= Micromorph =

The portmanteau micromorph is a combination of the words microcrystalline and amorphous. It is used for a type of silicon based multijunction thin-film solar cell.

== The micromorph cell ==

Micromorph cells are thin film solar cells based on a multijunction–architecture consisting of two solar cells that are stacked on top of each other. While the thin amorphous silicon top cell absorbs the blue light, the thicker microcrystalline silicon bottom cell absorbs the red and near-infrared light, allowing this so-called tandem cell to cover a wider range of the solar spectrum.

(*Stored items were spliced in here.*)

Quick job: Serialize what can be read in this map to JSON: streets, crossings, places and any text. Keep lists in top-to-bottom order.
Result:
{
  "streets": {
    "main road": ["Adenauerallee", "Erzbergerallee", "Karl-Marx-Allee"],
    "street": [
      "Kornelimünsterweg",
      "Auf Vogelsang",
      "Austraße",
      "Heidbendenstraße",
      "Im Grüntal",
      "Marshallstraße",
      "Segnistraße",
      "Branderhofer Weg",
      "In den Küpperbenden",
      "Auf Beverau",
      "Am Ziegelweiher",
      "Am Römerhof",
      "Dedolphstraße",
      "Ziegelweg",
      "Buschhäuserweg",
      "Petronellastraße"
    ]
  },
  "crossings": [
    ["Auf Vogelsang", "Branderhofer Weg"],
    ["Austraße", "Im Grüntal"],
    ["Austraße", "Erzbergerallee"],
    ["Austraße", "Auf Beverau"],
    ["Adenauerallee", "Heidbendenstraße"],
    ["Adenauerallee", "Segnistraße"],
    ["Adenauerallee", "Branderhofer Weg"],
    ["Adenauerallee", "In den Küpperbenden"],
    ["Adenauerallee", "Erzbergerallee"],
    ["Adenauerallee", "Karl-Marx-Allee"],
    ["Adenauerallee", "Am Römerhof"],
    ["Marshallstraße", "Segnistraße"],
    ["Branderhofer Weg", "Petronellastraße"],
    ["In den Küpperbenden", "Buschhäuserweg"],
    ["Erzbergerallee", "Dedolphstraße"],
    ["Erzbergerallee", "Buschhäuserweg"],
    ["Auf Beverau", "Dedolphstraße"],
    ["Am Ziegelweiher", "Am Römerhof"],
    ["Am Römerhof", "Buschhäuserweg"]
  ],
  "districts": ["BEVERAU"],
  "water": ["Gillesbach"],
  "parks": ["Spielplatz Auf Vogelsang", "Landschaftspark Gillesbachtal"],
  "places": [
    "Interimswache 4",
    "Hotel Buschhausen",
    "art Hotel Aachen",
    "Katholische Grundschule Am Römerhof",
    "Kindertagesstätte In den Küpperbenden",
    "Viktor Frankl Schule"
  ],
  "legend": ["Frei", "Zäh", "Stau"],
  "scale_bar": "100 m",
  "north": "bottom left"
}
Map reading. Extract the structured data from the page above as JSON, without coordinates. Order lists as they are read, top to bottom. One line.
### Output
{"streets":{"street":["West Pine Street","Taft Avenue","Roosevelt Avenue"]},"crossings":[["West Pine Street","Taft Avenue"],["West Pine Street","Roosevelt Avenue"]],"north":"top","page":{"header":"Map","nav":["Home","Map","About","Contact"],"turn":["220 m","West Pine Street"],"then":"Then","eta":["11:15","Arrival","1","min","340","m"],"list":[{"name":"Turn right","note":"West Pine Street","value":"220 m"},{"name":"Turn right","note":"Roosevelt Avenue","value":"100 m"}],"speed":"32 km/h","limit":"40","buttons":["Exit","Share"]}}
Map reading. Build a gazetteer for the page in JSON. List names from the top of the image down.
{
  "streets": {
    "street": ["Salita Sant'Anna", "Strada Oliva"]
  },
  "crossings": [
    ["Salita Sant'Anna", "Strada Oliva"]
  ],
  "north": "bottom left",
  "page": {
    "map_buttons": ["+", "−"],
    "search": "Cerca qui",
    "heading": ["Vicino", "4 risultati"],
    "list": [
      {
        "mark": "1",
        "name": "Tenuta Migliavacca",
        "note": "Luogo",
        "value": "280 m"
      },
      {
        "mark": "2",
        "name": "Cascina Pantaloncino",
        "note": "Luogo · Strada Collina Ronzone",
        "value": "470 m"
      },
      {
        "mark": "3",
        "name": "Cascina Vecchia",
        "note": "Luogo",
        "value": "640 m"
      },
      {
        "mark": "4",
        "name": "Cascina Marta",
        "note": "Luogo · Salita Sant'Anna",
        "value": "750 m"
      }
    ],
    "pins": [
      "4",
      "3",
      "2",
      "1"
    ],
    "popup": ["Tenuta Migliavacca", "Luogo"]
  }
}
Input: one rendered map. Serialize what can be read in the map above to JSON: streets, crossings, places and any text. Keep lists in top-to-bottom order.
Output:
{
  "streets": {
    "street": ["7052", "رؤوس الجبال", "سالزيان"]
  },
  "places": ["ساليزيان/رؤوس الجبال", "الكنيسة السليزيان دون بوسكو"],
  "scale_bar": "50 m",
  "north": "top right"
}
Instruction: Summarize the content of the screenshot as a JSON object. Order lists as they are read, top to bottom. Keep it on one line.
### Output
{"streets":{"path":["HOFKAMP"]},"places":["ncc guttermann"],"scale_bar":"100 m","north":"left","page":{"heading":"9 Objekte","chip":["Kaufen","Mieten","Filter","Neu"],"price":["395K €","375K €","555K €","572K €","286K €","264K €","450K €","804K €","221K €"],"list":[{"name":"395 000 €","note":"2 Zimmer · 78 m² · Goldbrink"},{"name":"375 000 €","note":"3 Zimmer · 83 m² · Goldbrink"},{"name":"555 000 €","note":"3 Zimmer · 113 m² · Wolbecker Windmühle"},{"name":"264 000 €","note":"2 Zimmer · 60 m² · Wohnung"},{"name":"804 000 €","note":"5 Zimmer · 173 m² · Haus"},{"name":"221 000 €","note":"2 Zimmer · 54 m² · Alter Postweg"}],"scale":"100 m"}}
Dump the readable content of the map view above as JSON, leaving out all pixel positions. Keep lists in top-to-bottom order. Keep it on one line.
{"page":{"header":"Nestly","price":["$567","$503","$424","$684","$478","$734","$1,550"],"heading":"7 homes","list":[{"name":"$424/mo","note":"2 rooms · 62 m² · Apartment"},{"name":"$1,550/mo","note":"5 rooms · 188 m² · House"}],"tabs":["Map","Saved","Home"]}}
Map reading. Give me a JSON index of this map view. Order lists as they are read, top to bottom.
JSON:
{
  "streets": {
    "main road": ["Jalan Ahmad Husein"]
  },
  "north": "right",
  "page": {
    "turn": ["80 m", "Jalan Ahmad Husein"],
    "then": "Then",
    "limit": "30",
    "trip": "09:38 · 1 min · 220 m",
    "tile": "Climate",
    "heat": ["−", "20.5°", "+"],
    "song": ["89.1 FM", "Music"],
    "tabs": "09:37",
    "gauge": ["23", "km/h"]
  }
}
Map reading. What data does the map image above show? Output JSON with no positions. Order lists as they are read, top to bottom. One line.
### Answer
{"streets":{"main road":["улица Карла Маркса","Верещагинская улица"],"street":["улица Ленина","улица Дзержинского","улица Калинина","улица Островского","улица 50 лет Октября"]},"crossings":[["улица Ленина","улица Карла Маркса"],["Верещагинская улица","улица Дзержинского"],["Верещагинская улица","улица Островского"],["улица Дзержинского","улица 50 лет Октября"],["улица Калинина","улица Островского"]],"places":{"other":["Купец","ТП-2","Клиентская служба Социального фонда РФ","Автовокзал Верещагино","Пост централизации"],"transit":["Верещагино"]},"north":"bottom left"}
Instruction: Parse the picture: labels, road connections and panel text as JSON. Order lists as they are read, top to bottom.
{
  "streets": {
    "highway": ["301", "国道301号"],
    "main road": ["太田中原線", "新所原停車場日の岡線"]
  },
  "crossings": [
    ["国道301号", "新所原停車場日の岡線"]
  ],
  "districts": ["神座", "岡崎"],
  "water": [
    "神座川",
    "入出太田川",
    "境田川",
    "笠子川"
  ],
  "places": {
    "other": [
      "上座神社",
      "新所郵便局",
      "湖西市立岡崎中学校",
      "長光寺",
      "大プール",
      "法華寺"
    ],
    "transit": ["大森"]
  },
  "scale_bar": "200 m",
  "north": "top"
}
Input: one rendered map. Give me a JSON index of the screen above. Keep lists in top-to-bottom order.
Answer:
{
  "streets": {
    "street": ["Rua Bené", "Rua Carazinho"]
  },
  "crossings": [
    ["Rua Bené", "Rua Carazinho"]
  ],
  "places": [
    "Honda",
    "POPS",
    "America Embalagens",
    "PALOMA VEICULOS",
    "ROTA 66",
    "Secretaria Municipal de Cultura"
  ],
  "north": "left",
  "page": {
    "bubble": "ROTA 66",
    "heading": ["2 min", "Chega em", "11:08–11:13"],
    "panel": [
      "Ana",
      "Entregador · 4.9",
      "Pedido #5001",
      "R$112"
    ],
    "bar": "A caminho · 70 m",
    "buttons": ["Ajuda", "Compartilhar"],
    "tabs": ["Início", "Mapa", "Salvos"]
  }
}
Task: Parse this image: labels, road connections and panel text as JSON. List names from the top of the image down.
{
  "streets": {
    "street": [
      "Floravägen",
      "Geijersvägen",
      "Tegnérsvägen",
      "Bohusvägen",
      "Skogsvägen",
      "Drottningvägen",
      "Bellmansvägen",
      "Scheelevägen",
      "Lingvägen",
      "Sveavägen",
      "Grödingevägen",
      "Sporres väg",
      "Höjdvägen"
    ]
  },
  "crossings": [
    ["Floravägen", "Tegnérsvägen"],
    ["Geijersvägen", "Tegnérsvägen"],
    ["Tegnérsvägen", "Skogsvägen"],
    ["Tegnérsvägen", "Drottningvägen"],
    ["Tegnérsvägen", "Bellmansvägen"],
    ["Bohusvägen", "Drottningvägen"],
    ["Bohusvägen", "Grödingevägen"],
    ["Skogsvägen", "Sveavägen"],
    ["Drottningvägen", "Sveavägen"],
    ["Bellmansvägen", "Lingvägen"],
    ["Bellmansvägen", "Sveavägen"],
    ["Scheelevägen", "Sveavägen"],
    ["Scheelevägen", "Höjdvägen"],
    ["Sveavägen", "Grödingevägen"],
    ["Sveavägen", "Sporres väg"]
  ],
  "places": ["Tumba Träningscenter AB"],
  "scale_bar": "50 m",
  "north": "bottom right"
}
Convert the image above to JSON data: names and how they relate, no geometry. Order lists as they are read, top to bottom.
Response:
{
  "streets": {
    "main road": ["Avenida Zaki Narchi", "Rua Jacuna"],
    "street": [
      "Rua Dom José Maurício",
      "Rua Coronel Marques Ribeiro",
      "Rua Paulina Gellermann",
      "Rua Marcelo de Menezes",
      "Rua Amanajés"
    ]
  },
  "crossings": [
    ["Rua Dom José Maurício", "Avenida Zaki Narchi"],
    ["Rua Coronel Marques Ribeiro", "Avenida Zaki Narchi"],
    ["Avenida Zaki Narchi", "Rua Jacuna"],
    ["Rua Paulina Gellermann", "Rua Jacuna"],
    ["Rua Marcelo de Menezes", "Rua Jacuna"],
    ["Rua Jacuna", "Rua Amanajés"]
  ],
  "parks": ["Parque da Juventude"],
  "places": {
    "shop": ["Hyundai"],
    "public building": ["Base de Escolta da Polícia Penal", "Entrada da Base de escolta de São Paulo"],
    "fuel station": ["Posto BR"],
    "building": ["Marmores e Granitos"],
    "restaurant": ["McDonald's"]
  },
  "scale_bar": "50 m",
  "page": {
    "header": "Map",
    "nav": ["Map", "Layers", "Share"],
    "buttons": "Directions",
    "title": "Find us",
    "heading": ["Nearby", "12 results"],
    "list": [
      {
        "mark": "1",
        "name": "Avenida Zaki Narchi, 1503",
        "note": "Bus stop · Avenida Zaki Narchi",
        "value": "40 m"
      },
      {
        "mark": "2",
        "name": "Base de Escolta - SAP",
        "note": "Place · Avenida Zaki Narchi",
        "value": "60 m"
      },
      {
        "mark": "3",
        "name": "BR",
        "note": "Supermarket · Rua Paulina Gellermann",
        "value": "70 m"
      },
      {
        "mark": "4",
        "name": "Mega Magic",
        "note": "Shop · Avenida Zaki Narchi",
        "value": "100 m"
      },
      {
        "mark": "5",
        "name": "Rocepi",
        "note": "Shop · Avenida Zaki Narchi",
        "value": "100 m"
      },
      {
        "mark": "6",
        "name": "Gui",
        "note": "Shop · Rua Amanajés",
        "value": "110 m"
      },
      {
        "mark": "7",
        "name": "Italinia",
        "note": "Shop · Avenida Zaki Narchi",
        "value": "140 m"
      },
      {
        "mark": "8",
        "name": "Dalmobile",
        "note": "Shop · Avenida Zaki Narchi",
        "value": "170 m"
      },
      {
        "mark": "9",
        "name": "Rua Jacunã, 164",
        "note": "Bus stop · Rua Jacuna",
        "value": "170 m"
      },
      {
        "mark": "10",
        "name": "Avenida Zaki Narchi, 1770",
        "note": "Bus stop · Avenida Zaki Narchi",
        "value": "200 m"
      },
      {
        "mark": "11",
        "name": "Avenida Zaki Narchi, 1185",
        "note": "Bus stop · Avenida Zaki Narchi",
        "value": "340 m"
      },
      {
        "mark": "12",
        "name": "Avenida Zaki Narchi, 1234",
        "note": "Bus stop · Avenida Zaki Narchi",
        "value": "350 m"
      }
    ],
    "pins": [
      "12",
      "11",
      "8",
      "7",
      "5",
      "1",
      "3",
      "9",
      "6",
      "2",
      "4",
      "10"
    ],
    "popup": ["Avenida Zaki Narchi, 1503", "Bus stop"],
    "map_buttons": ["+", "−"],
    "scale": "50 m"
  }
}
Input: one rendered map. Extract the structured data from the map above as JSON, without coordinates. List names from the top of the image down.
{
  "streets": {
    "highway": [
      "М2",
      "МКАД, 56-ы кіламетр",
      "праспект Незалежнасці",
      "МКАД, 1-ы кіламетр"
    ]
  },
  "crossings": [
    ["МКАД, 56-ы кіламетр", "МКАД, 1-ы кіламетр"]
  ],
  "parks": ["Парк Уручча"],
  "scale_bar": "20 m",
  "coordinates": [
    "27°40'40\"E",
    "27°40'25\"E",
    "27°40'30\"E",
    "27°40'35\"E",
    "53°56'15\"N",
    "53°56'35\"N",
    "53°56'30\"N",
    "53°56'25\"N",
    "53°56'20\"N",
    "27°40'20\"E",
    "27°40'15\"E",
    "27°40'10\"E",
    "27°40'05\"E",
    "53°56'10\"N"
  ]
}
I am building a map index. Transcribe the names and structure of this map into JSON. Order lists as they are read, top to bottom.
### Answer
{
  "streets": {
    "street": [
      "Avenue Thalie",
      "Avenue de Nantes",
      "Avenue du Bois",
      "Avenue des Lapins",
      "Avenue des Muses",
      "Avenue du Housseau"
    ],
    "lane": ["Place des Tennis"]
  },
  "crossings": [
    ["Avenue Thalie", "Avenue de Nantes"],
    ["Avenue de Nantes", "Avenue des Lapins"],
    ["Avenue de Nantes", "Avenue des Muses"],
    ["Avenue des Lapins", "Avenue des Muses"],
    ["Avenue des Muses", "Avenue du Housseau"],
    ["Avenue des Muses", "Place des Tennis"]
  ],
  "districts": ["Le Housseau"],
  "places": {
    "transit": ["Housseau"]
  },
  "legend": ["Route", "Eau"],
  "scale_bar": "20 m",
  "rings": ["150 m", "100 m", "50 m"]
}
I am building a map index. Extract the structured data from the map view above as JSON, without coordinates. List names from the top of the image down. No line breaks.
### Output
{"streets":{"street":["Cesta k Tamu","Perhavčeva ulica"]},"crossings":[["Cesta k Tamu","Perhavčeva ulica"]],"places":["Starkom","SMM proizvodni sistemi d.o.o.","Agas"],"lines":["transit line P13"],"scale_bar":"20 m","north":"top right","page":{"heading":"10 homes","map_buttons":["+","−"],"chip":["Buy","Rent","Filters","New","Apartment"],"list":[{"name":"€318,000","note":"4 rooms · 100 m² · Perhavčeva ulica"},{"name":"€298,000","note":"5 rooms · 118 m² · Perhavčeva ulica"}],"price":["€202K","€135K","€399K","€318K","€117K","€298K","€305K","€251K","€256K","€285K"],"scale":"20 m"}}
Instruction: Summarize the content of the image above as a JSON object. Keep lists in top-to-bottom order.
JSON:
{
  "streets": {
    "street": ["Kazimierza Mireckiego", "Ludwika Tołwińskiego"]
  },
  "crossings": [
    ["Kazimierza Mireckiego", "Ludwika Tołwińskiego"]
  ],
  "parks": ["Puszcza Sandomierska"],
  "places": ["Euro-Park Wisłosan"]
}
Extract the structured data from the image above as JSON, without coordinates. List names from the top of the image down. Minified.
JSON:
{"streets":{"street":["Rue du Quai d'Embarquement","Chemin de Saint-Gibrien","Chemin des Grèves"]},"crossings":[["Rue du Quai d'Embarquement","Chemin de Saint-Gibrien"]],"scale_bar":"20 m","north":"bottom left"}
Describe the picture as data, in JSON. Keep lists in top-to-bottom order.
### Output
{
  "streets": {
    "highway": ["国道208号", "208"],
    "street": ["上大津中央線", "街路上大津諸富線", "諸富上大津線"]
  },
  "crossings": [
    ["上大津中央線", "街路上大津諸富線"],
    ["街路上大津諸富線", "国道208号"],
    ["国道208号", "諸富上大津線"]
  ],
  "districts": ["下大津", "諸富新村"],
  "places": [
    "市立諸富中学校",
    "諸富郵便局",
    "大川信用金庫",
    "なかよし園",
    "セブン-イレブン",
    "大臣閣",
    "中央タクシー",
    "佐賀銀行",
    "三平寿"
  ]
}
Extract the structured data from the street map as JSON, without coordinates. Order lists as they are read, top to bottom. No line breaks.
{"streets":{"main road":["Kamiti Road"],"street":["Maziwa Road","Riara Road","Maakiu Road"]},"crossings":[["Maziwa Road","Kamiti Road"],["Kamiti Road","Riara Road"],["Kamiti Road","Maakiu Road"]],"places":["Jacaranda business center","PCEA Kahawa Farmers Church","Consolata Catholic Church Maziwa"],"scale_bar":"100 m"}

Since the bandgaps of amorphous silicon (1.7 eV) and microcrystalline Silicon (1.1 eV) are well suited for tandem solar cells, the Shockley-Queisser limit of this cell allows conversion efficiencies of over 30%.
In reality this limit can not be reached and typical stable efficiencies are about 9% (world record 11.7%). That is well over the stable efficiencies of single junction thin film silicon solar cells which are around 6%. One reason of the low costs of silicon thin film solar cells is its very low thickness (2 μm) compared to silicon wafer (200 μm). In the red and infrared wavelength range 2 μm of silicon are not enough to absorb all light and therefore 'light trapping' is needed.

The advantage of the micromorph approach is that it keeps the thickness of the amorphous top cell low. This reduces the effect of degradation induced by light (Staebler-Wronski effect).
In multijunction cells top and bottom cell have to produce the same current. But the top cell is limited by the Staebler-Wronski effect and therefore light trapping and an intermediate reflector are needed to keep the thickness of the top cell low while increasing its current.

== The intermediate reflector ==
The intermediate reflector is a layer (IRL) of zinc oxide (ZnO intermediate reflector: ZIR) or silicon oxide (SiOx intermediate reflector: SOIR) between the top and the bottom cell. Due to its lower refractive index of around 2 comparing to the surrounding silicon (4) light is reflected back into the top cell. This increases the top cell current from around 10 mA/cm^{2} to 12 mA/cm^{2}, but reduces the bottom cell current by an equal amount.

== The word micromorph ==
This artificial word was first mentioned in a scientific publication of the University of Neuchâtel research group of Prof. Arvind Shah by the author J. Meier in the year 1995, but is based on long pioneering research of several authors and of several years. For a detailed list of publications, see the two main research group's publications website under http://pvlab.epfl.ch and under https://web.archive.org/web/20110222142422/http://www.fz-juelich.de/ief/ief-5/publicger/

Years later, other European, Japanese and American research groups started research activities in the field of improving the conversion efficiency of thin-film silicon solar cells by utilizing the stacked solar cell concept, naming the micromorph device 'hybrid' solar cell or naming the microcrystalline silicon absorber 'nanocrystalline' or even 'policrystalline' silicon.

The word 'micromorph' has been lately claimed to belong to an equipment manufacturer of silicon coating tools, but in a patent judgement, this claim has not been accepted by European patent offices.